* [Material to process]:
- - -

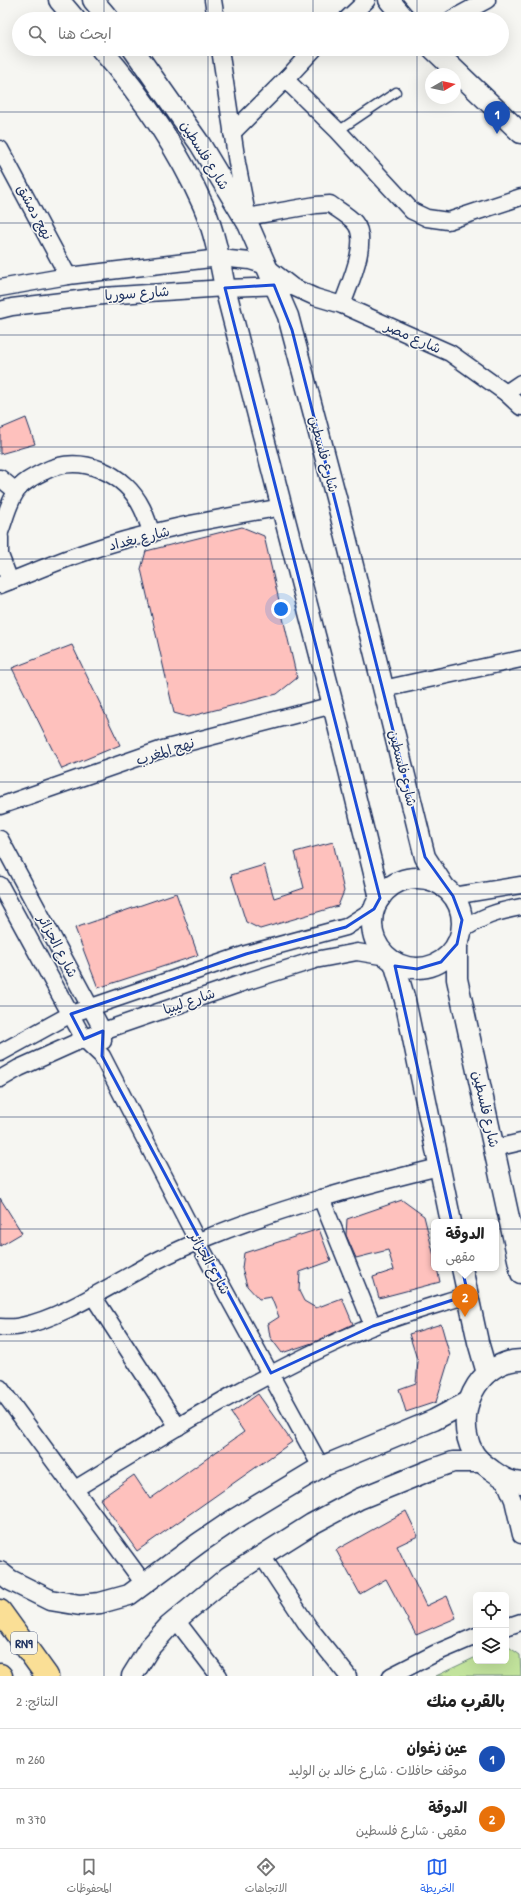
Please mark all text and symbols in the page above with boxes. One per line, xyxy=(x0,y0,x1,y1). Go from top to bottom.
search box xyxy=(12,12,509,56)
icon: search xyxy=(26,23,48,45)
text: ابحث هنا xyxy=(58,23,112,44)
north arrow xyxy=(425,68,461,104)
pin: 1 xyxy=(484,101,510,134)
street label: شارع فلسطين xyxy=(176,116,234,194)
street label: نهج دمشق xyxy=(12,181,58,243)
street label: شارع سوريا xyxy=(104,281,170,305)
street label: شارع مصر xyxy=(381,315,444,358)
street label: شارع فلسطين xyxy=(304,413,344,495)
street label: شارع بغداد xyxy=(106,521,172,555)
your location xyxy=(271,599,291,619)
street label: شارع فلسطين xyxy=(384,727,422,809)
street label: نهج المغرب xyxy=(133,732,197,770)
street label: شارع الجزائر xyxy=(33,910,83,981)
street label: شارع ليبيا xyxy=(160,983,218,1019)
street label: شارع فلسطين xyxy=(467,1068,505,1150)
popup xyxy=(431,1219,499,1271)
text: الدوقة xyxy=(446,1223,484,1244)
street label: شارع الجزائر xyxy=(184,1227,235,1298)
text: مقهى xyxy=(446,1247,475,1265)
pin: 2 xyxy=(452,1284,478,1317)
map controls xyxy=(473,1592,509,1664)
button: locate xyxy=(473,1592,509,1628)
button: layers xyxy=(473,1628,509,1664)
road number: RN9 xyxy=(11,1632,37,1654)
text: بالقرب منك xyxy=(427,1689,505,1712)
text: النتائج: 2 xyxy=(16,1692,58,1710)
text: عين زغوان xyxy=(406,1737,467,1758)
text: 260 m xyxy=(16,1750,45,1768)
text: 1 xyxy=(490,1750,494,1768)
text: موقف حافلات · شارع خالد بن الوليد xyxy=(288,1761,467,1779)
text: الدوقة xyxy=(428,1797,467,1818)
text: 370 m xyxy=(16,1810,46,1828)
text: 2 xyxy=(489,1810,495,1828)
text: مقهى · شارع فلسطين xyxy=(356,1821,467,1839)
tab: المحفوظات xyxy=(67,1856,112,1898)
tab: الاتجاهات xyxy=(245,1856,287,1898)
tab: الخريطة xyxy=(420,1856,455,1898)

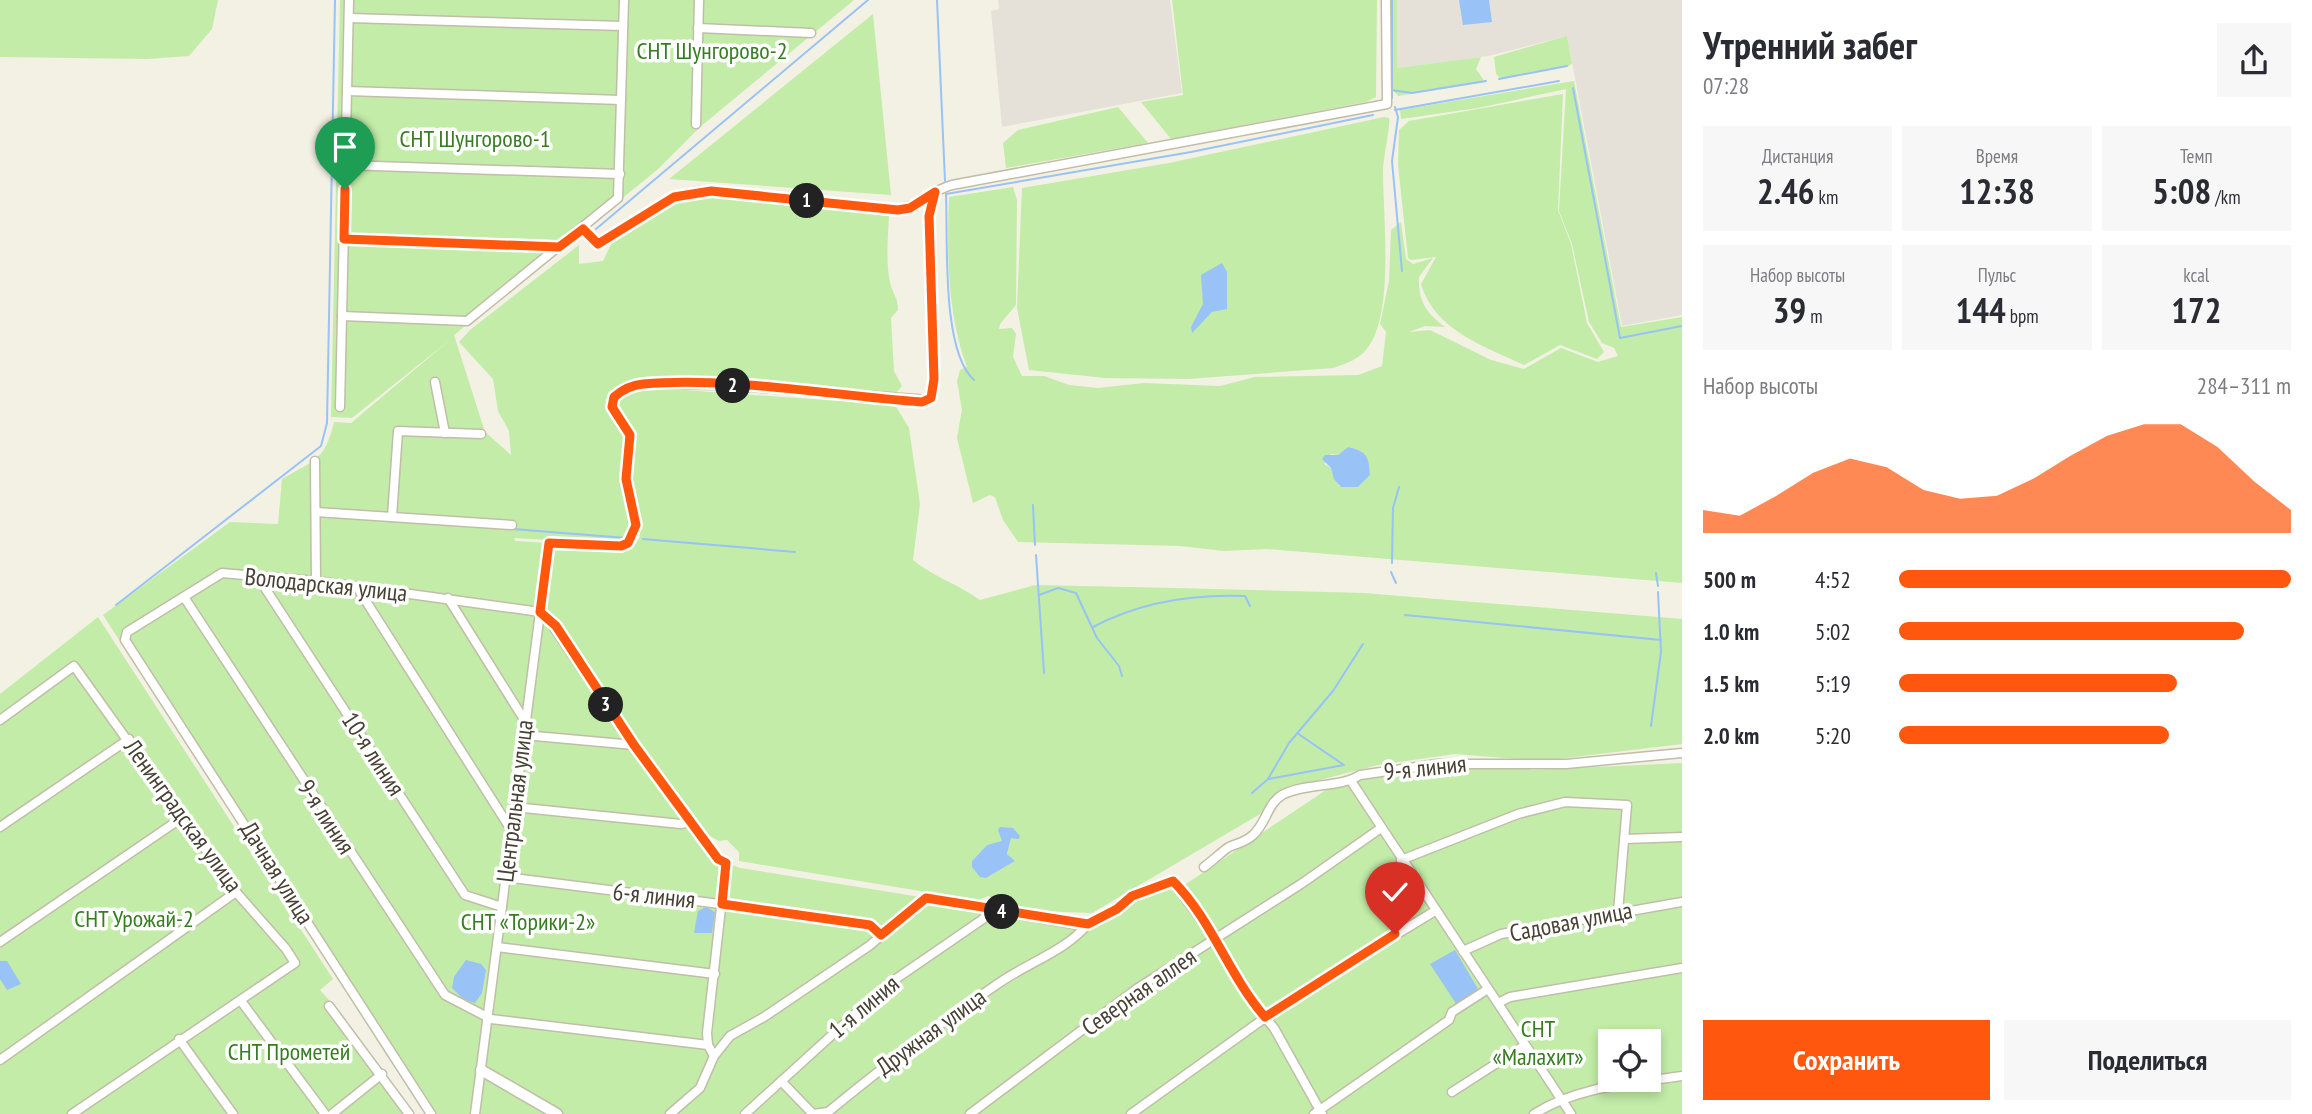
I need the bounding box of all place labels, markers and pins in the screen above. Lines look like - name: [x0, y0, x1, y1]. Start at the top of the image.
- pin: [315, 117, 375, 189]
- pin: 1: [790, 184, 824, 218]
- pin: 2: [716, 368, 750, 404]
- pin: 3: [588, 688, 624, 722]
- pin: [1365, 862, 1425, 934]
- pin: 4: [984, 894, 1020, 930]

- - -

* [How to complete this task]:
Reproduce all lines above exactly. Leave the images out.

* [Task result]:
Please mark all text and symbols in the page above with boxes. One per line, xyxy=(x0,y0,x1,y1). Go from top to bottom.
search box xyxy=(12,12,509,56)
icon: search xyxy=(26,23,48,45)
text: ابحث هنا xyxy=(58,23,112,44)
north arrow xyxy=(425,68,461,104)
pin: 1 xyxy=(484,101,510,134)
street label: شارع فلسطين xyxy=(176,116,234,194)
street label: نهج دمشق xyxy=(12,181,58,243)
street label: شارع سوريا xyxy=(104,281,170,305)
street label: شارع مصر xyxy=(381,315,444,358)
street label: شارع فلسطين xyxy=(304,413,344,495)
street label: شارع بغداد xyxy=(106,521,172,555)
your location xyxy=(271,599,291,619)
street label: شارع فلسطين xyxy=(384,727,422,809)
street label: نهج المغرب xyxy=(133,732,197,770)
street label: شارع الجزائر xyxy=(33,910,83,981)
street label: شارع ليبيا xyxy=(160,983,218,1019)
street label: شارع فلسطين xyxy=(467,1068,505,1150)
popup xyxy=(431,1219,499,1271)
text: الدوقة xyxy=(446,1223,484,1244)
street label: شارع الجزائر xyxy=(184,1227,235,1298)
text: مقهى xyxy=(446,1247,475,1265)
pin: 2 xyxy=(452,1284,478,1317)
map controls xyxy=(473,1592,509,1664)
button: locate xyxy=(473,1592,509,1628)
button: layers xyxy=(473,1628,509,1664)
road number: RN9 xyxy=(11,1632,37,1654)
text: بالقرب منك xyxy=(427,1689,505,1712)
text: النتائج: 2 xyxy=(16,1692,58,1710)
text: عين زغوان xyxy=(406,1737,467,1758)
text: 260 m xyxy=(16,1750,45,1768)
text: 1 xyxy=(490,1750,494,1768)
text: موقف حافلات · شارع خالد بن الوليد xyxy=(288,1761,467,1779)
text: الدوقة xyxy=(428,1797,467,1818)
text: 370 m xyxy=(16,1810,46,1828)
text: 2 xyxy=(489,1810,495,1828)
text: مقهى · شارع فلسطين xyxy=(356,1821,467,1839)
tab: المحفوظات xyxy=(67,1856,112,1898)
tab: الاتجاهات xyxy=(245,1856,287,1898)
tab: الخريطة xyxy=(420,1856,455,1898)

I need the bounding box of all place labels, markers and pins in the screen above. Lines look like - name: [x0, y0, x1, y1]. Start at the top of the image.
- pin: [315, 117, 375, 189]
- pin: 1: [790, 184, 824, 218]
- pin: 2: [716, 368, 750, 404]
- pin: 3: [588, 688, 624, 722]
- pin: [1365, 862, 1425, 934]
- pin: 4: [984, 894, 1020, 930]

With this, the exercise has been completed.